Un week-end, pas comme les autres au 9, avenue Hoche à Paris. Des créatrices et stylistes venues de Massy, Lyon, Bordeaux, de Paris, etc. s’étaient donné rendez-vous sur invitation d’Adèle-Lydie Messy et Irène Lindoubi, organisatrices de l’évènement.
Il faut le dire, l’évènement était riche en couleur. Mais le rouge et le noir, couleurs de la Saint-Valentin, dominaient. Et la raison est simple : parce que dédié aux amoureux, à une semaine de la commémoration de cette fête.
Des objets de toute sorte brillaient dans tous les coins de la salle d’exposition, pleine d’admiration : bijoux pour femmes, produits de beauté, objets d’art, habits, etc.
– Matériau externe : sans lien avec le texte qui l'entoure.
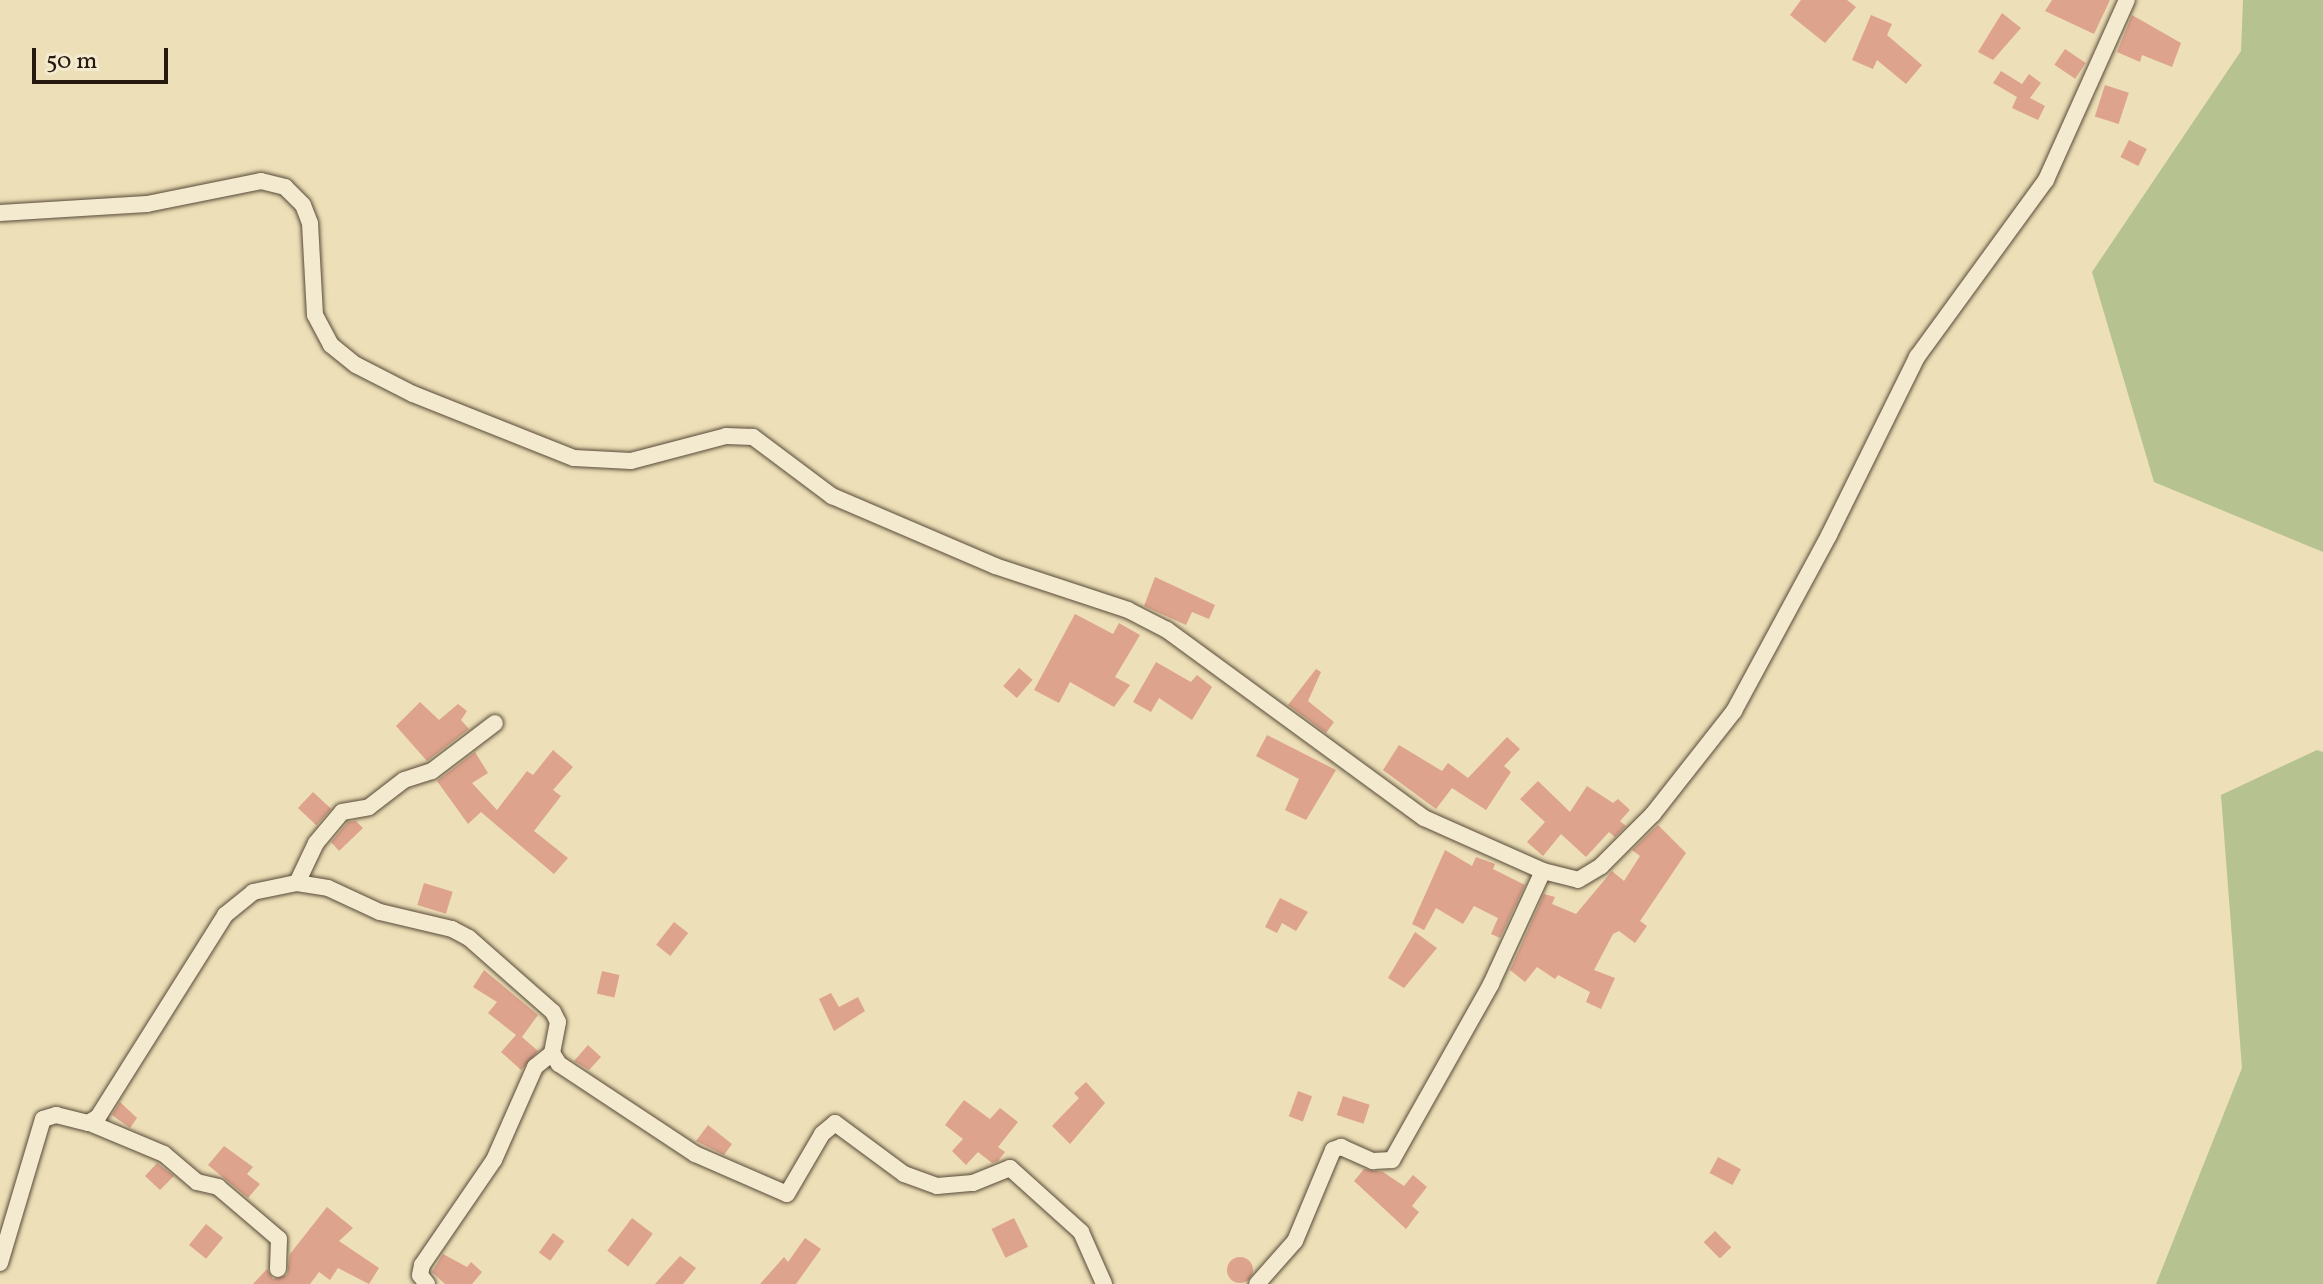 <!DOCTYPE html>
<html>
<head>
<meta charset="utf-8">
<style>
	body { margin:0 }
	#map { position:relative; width:2323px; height:1284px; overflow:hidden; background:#eddfb7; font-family:Vollkorn,serif }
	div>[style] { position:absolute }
	.green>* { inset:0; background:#b6c290 }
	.building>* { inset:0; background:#dea38c; transform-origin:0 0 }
	.round { border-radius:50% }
	.roads { filter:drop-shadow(0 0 2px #574a38) drop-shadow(0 0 2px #574a38) }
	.street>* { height:16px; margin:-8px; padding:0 8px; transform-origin:8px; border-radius:8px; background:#f3ead0 }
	span { translate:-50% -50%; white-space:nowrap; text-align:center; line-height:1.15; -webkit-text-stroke:7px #f3ead0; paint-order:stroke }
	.scale { position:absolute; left:32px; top:48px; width:136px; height:36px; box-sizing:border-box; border:4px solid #25180e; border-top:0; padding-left:10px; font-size:24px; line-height:28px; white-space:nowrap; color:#25180e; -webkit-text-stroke:6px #f3ead0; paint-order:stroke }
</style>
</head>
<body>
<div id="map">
	<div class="green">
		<div style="clip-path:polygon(2243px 0,2323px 0,2323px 552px,2154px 482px,2092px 272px,2241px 51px)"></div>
		<div style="clip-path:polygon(2317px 750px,2323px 752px,2323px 1284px,2156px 1284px,2242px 1068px,2221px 795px)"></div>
	</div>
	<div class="building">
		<div style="clip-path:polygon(1801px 0,1847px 0,1856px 7px,1825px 43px,1790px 15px)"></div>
		<div style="clip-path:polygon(2052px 0,2110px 0,2094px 34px,2045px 11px)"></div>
		<div style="clip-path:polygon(2002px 13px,2021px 28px,1993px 60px,1978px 52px)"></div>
		<div style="clip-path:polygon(1871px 15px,1892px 24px,1887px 35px,1922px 65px,1906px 84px,1877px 60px,1873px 69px,1852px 60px)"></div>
		<div style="clip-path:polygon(2132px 15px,2181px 43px,2172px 67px,2142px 55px,2140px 62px,2117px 52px)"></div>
		<div style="left:2065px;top:49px;width:25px;height:19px;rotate:34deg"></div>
		<div style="clip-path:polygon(2001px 71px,2022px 84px,2029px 74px,2041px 83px,2030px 98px,2045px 106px,2038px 120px,2012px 108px,2017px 97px,1993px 83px)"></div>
		<div style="left:2105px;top:85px;width:25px;height:33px;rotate:18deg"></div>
		<div style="left:2129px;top:140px;width:20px;height:19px;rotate:27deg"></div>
		<div style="clip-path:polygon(1155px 577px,1215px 605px,1209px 619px,1192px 612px,1186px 625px,1144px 606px)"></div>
		<div style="clip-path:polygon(1075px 614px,1113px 634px,1119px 623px,1140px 635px,1115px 677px,1130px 685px,1114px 707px,1070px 682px,1059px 703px,1034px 690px)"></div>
		<div style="clip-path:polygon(1156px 662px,1191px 682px,1197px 675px,1212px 687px,1192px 720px,1159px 698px,1151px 712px,1133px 702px)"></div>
		<div style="left:1019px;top:668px;width:18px;height:24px;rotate:41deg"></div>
		<div style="clip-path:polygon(1316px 669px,1321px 672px,1308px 701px,1334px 722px,1326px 733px,1288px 705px)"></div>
		<div style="clip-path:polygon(420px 702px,439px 720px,458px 704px,467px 711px,461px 720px,469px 729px,427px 761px,396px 726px)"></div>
		<div style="clip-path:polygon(1267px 735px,1336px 770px,1306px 820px,1285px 810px,1299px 779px,1256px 756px)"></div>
		<div style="clip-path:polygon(1507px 737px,1520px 749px,1504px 766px,1511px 772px,1486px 810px,1452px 788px,1436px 809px,1383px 770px,1399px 745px,1442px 771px,1448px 763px,1468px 778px)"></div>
		<div style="clip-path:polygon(553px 750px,573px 767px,553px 790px,561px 796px,534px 831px,568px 858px,554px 874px,481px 812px,468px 824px,437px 781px,475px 752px,488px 773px,472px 783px,497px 810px,527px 771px,533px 775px)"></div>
		<div style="clip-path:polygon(1538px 781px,1570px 812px,1587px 786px,1613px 803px,1618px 799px,1630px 810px,1620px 821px,1626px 826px,1615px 837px,1609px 832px,1586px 857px,1561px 834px,1543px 856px,1527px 842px,1545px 822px,1520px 799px)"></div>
		<div style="left:313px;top:792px;width:25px;height:22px;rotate:43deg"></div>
		<div style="clip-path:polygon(356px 821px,363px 828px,339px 851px,331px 842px,348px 822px)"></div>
		<div style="clip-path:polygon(1658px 825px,1686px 853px,1640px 921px,1647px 926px,1635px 943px,1619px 931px,1613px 934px,1594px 970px,1615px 978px,1601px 1009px,1586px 1002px,1590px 992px,1558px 975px,1555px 979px,1537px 967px,1525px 982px,1510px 970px,1544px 894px,1555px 897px,1552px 904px,1576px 914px,1612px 871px,1624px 881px,1640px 856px,1632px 850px)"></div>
		<div style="clip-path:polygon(1445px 850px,1472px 866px,1476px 857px,1495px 864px,1493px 869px,1525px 885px,1500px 938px,1491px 934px,1498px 918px,1474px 906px,1463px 924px,1436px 908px,1424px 930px,1412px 924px)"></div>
		<div style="left:424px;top:883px;width:30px;height:23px;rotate:17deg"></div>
		<div style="clip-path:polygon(1280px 898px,1308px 912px,1296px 931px,1282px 923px,1277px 933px,1265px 927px)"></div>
		<div style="left:674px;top:922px;width:18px;height:29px;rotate:38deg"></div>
		<div style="clip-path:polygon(1415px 932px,1437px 948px,1404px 988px,1388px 978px)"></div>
		<div style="clip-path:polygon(484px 970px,538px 1015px,522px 1037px,538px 1051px,521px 1070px,501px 1052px,516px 1035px,488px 1013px,497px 1002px,473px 987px)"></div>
		<div style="left:602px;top:971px;width:18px;height:23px;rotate:13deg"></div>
		<div style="clip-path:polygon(831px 993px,839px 1007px,858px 997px,865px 1011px,834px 1031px,819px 999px)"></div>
		<div style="clip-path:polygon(588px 1045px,601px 1057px,589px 1070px,574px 1061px)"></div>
		<div style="clip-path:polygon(1086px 1082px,1105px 1103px,1070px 1144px,1052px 1126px,1079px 1098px,1074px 1093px)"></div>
		<div style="left:1298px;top:1091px;width:15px;height:27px;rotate:20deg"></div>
		<div style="left:1343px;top:1096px;width:28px;height:20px;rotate:18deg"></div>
		<div style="clip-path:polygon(964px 1100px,990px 1119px,1000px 1108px,1018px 1122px,998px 1147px,1005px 1152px,998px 1161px,992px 1163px,978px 1152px,966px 1165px,952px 1151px,963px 1139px,945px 1125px)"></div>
		<div style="clip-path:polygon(120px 1102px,137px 1118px,130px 1128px,112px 1115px)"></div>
		<div style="clip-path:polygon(708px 1125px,732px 1144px,724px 1155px,696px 1141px)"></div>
		<div style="clip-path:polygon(224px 1146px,253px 1167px,247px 1174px,260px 1184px,248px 1198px,208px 1165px)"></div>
		<div style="left:1718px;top:1157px;width:26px;height:18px;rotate:28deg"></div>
		<div style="clip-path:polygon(157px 1163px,174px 1176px,160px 1190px,145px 1176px)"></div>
		<div style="clip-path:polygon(1364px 1169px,1383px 1172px,1404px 1186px,1413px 1175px,1427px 1187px,1412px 1206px,1419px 1212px,1406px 1229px,1354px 1181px)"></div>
		<div style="clip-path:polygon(327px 1207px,353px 1228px,339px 1241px,379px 1268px,369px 1284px,338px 1268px,330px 1280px,319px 1272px,310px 1284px,253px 1284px,267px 1269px,273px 1279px,287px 1275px,290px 1254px)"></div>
		<div style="left:632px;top:1218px;width:26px;height:41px;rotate:37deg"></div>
		<div style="left:1014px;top:1218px;width:32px;height:25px;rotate:64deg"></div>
		<div style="left:206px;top:1224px;width:22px;height:27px;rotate:39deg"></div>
		<div style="left:1715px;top:1231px;width:23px;height:16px;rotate:45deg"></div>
		<div style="left:553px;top:1233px;width:14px;height:24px;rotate:36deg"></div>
		<div style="clip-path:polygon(805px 1238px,821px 1249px,796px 1284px,760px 1284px,784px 1257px,788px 1262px)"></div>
		<div style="clip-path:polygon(443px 1254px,467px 1267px,471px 1262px,482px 1272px,472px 1284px,445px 1284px,432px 1272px)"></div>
		<div style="clip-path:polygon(680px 1256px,696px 1268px,683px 1284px,655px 1284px)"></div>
		<div class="round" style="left:1227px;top:1257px;width:26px;height:26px"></div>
	</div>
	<div class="roads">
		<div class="street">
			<div style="left:0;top:213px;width:147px;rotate:-3.5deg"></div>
			<div style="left:147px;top:204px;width:116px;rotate:-11.4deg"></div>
			<div style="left:261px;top:181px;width:25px;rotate:14deg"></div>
			<div style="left:285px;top:187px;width:25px;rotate:45deg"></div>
			<div style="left:303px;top:205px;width:19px;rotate:69deg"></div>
			<div style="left:310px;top:223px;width:92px;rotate:86.9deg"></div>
			<div style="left:315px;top:315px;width:34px;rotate:62deg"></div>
			<div style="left:331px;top:345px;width:32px;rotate:39deg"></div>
			<div style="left:356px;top:365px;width:64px;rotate:27deg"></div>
			<div style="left:413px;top:394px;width:173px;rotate:21.7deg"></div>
			<div style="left:574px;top:458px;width:57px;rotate:3deg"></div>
			<div style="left:631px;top:461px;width:98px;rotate:-14.7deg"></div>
			<div style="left:726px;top:436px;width:27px;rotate:2deg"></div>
			<div style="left:753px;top:437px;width:99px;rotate:36.8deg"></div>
			<div style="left:832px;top:496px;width:177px;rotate:23.2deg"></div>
			<div style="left:995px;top:566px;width:140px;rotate:18.3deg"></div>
			<div style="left:1128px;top:610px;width:44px;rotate:27.1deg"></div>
			<div style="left:1167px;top:630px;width:318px;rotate:36.2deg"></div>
			<div style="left:1424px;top:818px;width:130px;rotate:24deg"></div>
			<div style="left:1543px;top:871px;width:36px;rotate:14deg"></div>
			<div style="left:1578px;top:880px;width:27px;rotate:-31deg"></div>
			<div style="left:1601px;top:866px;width:74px;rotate:-45deg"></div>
			<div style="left:1653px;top:814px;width:131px;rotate:-51.8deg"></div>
			<div style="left:1734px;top:711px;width:200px;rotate:-61.6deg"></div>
			<div style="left:1829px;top:535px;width:199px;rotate:-63.7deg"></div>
			<div style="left:1917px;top:357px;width:219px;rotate:-53.9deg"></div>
			<div style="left:2046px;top:180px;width:197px;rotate:-65.8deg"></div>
			<div style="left:297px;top:883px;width:44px;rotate:-64.6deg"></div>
			<div style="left:316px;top:843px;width:40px;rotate:-50deg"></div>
			<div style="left:342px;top:812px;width:27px;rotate:-10deg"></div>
			<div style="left:369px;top:807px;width:44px;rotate:-37.6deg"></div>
			<div style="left:404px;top:780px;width:29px;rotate:-18deg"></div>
			<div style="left:432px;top:771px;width:79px;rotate:-37.3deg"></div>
			<div style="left:90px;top:1123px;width:80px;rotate:22.7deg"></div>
			<div style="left:164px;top:1154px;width:43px;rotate:40.3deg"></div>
			<div style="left:197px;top:1182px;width:22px;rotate:13deg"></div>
			<div style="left:218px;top:1187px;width:80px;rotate:40.4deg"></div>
			<div style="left:279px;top:1239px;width:30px;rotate:92deg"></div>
			<div style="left:0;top:1263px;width:150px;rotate:-73.4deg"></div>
			<div style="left:43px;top:1119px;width:14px;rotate:-17deg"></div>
			<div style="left:56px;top:1115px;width:33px;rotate:14deg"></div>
			<div style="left:88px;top:1123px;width:12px;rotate:-31deg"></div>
			<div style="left:98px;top:1117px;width:239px;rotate:-57.8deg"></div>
			<div style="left:225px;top:915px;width:36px;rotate:-39deg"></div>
			<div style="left:253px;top:892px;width:45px;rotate:-11.6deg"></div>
			<div style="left:297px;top:883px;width:31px;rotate:9deg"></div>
			<div style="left:328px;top:888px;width:57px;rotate:24.8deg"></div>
			<div style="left:380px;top:912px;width:74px;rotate:13.3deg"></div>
			<div style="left:452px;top:929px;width:19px;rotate:28deg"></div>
			<div style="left:469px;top:938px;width:112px;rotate:41.4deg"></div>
			<div style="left:553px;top:1012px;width:11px;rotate:63deg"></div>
			<div style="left:558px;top:1022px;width:32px;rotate:101deg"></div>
			<div style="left:552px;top:1053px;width:13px;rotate:58deg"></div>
			<div style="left:559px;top:1064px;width:163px;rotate:33.5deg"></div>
			<div style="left:695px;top:1154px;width:100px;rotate:23.5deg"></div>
			<div style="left:787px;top:1194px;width:69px;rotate:-59.7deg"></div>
			<div style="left:822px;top:1134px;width:17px;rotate:-40deg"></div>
			<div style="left:835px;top:1123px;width:86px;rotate:36.5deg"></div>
			<div style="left:904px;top:1174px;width:35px;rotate:20deg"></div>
			<div style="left:937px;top:1186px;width:36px;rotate:-5deg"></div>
			<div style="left:973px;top:1183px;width:40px;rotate:-22deg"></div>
			<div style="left:1010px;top:1168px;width:96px;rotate:42deg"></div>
			<div style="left:1081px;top:1232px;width:57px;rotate:66.1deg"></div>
			<div style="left:427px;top:1284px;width:11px;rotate:-128deg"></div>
			<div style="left:420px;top:1275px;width:10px;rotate:-79deg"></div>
			<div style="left:422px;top:1265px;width:127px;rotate:-55.6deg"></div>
			<div style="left:494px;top:1160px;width:102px;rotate:-66.2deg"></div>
			<div style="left:535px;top:1067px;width:22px;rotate:-39deg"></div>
			<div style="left:1257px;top:1284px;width:57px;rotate:-48.5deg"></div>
			<div style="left:1295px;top:1241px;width:99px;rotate:-67.3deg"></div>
			<div style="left:1333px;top:1150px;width:9px;rotate:-21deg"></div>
			<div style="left:1341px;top:1147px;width:35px;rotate:24deg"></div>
			<div style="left:1373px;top:1161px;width:19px;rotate:-3deg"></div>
			<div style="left:1392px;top:1160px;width:202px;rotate:-60.6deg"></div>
			<div style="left:1491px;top:984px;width:124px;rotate:-65.3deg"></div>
		</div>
	</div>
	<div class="scale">50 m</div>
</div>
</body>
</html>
Respectivement décoratrice d’intérieur, organisatrice d’événements et consultante en développement économique, Mme Messy et Mme Lindoubi ont tout aménagé pour que l’événement réussisse : samedi, 6 février, il s’est clôturé par un défilé de mode qui a séduit les invités.
Et pour marquer le côté éthique et développement durable de l’événement, ces organisatrices ont pensé à une conférence-débat où trois experts ont été confiés pour partager leur savoir-faire, leurs expériences avec des femmes créatrices et stylistes
« Comment concilier sa vie de couple, sa vie de femme avec la vie entrepreneuriale ? »
Par rapport à leur pratique de terrain sur l’entreprenariat féminin, indique Irène Lindoubi, remarque qu’il est difficile d’établir une articulation entre vie de femme-entrepreneure et vie familiale : « Pour beaucoup de femmes, qu’elles soient conscientes ou pas, elles ont l’impression d’avoir à choisir et peu sont celles qui arrivent à trouver la bonne articulation. »
C’est pourquoi, poursuit-elle, l’apport des experts est incontournable pour voir ensemble les mécanismes ou stratégies à des hypothèses nécessitant de réponses afin de leur permettre d’avancer dans la gestion quotidienne de leurs différentes facettes de vie.
La même question se pose chez Adèle-Lydie Messy : « Comment être femme entrepreneure et rester du coup une bonne mère, épouse au foyer ? »
De l’avis de Mme Marina, une des experts conviés, quatre habitudes ou pratiques lui paraissent indispensables pour réussir et la vie familiale et la vie de femme entrepreneure.
Elle propose d’abord de prendre du temps pour soi-même, au moins une fois par semaine : « ça peut paraître égoïste mais c’est comme remplir sa coupe d’eau pour pouvoir servir ou partager l’amour avec les autres. Il faut donner de l’énergie à son couple, pas beaucoup ou pas moins, juste le juste milieu. »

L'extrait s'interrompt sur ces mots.